In 1993, the Religious Freedom Restoration Act (RFRA) was passed unanimously in the House, and nearly unanimously in the Senate (97-3). President Clinton signed it into law on 16 Nov 1993. Here is the heart of the RFRA text:
“Sec. 3. Free Exercise of Religion Protected.
(a) In General: Government shall not substantially burden a person’s exercise of religion even if the burden results from a rule of general applicability, except as provided in subsection (b).
(b) Exception: Government may substantially burden a person’s exercise of religion only if it demonstrates that application of the burden to the person–
(1) is in furtherance of a compelling governmental interest; and
(2) is the least restrictive means of furthering that compelling governmental interest.”
It greatly saddens me that laws like RFRA and the 1976 Hyde Amendment must be passed to “restore” unalienable rights that were never supposed to be infringed in the first place. Further, it alarms me that this week’s Supreme Court case upheld RFRA by only a paper-thin 5-to-4 margin.
Erosion of Liberty is Happening Right Beneath Our Feet, Every Day
So where the hell do members of government even get the spark of an idea that they can erode the unalienable rights guaranteed by the very same Constitution they swore an oath to defend and uphold? How do these cracks of ethical erosion start? Well, actually, they are appearing constantly, deepened by the steady tide of Progressivism flowing across the political battlefield.
“Congress shall have power to regulate the raising and spending of money and in kind equivalents with respect to Federal elections, including through setting limits on—
(1) the amount of contributions to candidates for nomination for election to, or for election to, Federal office; and
(2) the amount of expenditures that may be made by, in support of, or in opposition to such candidates.”

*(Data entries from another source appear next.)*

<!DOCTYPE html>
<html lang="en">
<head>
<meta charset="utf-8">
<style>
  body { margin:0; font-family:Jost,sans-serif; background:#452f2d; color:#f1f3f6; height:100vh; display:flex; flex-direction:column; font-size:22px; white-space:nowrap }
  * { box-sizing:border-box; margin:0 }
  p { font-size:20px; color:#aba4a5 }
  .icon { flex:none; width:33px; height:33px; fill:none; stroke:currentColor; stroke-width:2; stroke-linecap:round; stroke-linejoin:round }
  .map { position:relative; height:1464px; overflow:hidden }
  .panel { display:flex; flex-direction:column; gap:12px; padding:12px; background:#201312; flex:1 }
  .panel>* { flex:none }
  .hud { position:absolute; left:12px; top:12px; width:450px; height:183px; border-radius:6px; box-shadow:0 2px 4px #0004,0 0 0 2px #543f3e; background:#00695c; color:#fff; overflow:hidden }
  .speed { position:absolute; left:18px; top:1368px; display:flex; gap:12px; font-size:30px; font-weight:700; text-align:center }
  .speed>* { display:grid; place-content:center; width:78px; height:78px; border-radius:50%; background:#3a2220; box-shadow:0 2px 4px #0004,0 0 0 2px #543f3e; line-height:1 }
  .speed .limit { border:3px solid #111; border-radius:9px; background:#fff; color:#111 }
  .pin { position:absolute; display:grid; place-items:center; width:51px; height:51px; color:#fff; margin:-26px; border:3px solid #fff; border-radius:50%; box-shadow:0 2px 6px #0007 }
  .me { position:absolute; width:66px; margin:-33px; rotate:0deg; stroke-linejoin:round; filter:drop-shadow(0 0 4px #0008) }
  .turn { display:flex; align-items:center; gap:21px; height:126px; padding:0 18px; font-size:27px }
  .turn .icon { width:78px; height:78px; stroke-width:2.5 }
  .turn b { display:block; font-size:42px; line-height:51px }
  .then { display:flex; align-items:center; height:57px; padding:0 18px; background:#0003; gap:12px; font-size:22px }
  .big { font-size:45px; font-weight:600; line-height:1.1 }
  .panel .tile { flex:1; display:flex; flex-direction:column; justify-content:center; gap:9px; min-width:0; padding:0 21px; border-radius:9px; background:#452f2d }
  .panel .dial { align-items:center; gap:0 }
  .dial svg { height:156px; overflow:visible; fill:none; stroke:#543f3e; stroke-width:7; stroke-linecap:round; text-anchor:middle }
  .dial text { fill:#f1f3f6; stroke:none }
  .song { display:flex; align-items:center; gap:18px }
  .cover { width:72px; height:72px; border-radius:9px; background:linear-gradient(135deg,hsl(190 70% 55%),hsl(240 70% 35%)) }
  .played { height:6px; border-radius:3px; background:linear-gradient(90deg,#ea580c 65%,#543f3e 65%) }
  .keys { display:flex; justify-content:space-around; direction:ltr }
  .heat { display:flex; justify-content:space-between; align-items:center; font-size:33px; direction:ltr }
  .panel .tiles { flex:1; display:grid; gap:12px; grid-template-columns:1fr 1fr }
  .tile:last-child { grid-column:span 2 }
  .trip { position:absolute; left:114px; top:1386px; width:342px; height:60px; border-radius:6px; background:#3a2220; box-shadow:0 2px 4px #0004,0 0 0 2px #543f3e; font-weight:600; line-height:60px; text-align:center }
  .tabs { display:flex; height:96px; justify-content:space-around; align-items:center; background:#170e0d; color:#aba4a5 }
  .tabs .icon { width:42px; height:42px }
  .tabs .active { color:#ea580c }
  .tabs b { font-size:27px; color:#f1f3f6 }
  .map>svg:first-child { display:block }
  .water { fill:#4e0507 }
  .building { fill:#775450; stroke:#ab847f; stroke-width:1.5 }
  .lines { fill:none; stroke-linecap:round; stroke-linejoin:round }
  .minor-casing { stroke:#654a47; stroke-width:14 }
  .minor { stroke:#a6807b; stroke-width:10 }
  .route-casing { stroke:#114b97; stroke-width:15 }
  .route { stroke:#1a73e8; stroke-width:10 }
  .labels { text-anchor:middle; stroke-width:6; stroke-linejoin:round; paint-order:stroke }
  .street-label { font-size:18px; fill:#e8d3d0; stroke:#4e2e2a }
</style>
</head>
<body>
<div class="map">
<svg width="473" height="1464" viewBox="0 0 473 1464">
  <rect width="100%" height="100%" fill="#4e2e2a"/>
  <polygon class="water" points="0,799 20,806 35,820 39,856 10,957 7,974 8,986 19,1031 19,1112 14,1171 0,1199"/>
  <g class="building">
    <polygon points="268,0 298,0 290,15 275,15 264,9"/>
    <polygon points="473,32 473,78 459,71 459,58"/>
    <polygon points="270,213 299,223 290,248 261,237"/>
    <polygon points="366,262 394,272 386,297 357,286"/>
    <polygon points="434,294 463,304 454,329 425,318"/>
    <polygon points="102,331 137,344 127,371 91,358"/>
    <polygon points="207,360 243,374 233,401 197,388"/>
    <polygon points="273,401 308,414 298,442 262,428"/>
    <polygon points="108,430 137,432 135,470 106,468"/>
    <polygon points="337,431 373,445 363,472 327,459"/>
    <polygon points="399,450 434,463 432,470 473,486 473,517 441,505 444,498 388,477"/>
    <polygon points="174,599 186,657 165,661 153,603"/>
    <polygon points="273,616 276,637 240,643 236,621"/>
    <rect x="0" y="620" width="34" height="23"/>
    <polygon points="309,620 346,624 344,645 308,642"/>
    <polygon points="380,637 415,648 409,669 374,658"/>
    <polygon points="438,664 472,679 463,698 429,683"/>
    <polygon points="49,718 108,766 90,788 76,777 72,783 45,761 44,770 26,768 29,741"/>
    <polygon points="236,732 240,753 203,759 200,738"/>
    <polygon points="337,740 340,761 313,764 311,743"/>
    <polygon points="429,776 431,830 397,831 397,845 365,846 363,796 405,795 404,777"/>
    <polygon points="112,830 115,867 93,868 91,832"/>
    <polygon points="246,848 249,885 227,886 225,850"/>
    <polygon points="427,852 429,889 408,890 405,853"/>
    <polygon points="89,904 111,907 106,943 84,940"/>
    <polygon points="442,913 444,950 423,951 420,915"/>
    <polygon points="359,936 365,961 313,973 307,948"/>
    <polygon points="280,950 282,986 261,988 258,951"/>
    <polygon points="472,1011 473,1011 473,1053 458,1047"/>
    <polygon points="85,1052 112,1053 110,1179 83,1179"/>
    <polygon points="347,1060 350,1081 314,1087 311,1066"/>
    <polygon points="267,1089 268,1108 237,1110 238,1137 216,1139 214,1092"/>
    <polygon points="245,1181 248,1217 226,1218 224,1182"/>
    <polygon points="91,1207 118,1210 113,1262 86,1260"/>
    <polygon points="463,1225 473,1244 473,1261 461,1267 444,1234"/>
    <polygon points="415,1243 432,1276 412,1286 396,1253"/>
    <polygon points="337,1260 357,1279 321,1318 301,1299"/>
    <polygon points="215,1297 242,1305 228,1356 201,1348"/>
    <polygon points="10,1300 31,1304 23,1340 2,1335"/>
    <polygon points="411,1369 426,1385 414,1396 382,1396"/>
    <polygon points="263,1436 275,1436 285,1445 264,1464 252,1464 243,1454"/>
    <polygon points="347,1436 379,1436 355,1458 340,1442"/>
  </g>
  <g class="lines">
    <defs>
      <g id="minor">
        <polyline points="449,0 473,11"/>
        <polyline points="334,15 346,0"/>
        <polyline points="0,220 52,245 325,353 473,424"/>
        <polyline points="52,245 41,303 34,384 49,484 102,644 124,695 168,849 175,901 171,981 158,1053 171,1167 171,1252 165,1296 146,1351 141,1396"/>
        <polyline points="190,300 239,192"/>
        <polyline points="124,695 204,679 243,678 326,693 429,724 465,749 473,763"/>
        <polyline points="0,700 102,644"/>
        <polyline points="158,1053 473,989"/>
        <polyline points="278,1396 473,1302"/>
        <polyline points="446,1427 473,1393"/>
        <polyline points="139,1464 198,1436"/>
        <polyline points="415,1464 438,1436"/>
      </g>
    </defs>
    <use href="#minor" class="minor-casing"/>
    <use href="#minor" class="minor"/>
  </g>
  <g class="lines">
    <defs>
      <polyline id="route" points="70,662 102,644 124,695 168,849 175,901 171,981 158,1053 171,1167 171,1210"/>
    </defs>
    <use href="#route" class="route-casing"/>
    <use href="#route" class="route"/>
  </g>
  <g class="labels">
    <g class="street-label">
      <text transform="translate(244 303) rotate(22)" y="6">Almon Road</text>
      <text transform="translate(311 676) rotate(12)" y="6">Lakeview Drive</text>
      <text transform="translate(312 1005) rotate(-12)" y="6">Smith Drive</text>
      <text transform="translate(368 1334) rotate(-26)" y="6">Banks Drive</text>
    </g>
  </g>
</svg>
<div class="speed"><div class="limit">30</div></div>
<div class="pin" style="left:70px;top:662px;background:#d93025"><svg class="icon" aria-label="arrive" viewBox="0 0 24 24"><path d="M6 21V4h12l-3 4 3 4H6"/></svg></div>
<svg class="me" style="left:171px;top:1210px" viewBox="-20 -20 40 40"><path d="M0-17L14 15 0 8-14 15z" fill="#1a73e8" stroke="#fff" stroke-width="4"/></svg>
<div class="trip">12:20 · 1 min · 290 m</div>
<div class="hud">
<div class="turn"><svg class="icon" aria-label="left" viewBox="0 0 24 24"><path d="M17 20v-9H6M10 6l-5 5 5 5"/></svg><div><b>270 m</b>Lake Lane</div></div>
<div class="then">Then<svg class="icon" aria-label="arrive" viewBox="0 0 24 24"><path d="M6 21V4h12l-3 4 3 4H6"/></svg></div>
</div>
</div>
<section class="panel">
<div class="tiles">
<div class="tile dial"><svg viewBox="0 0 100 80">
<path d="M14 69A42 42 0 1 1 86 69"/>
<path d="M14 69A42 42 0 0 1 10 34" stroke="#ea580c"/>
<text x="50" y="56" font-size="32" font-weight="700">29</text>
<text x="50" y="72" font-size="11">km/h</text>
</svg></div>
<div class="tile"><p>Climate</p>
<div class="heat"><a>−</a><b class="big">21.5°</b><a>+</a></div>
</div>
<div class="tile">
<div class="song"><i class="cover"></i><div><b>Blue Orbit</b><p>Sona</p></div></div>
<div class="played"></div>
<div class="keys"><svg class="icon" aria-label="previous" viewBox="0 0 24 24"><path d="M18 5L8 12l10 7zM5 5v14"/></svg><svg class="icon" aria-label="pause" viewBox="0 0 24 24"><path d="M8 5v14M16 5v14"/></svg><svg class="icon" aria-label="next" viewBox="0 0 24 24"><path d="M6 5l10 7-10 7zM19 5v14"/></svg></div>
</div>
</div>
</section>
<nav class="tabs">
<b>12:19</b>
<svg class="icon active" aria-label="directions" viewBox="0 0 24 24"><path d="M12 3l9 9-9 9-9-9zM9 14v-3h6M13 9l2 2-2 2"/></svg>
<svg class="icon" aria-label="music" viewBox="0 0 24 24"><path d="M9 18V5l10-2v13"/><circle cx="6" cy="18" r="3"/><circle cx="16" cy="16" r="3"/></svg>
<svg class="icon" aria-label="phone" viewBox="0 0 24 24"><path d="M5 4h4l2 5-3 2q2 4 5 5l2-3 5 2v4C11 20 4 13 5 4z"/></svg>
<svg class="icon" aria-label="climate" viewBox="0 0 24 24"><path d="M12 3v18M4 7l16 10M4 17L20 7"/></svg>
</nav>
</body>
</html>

It’s a fact of modern life that it takes money to communicate one’s views effectively in our technological society in ways that will be heard more than 50 yards away. To regulate the flow of non-taxpayer money for elections is to infringe on political free speech. This post-Constitutional behavior defies the principle of individual liberty. And FYI, 43 Democrat Senators are co-sponsoring this proposed Constitutional amendment.
Progressivism is incompatible with the Constitution and its underlying principles of liberty. Pay attention, give a damn, and don’t consent to the Progressive elements of government pushing to erode your unalienable rights.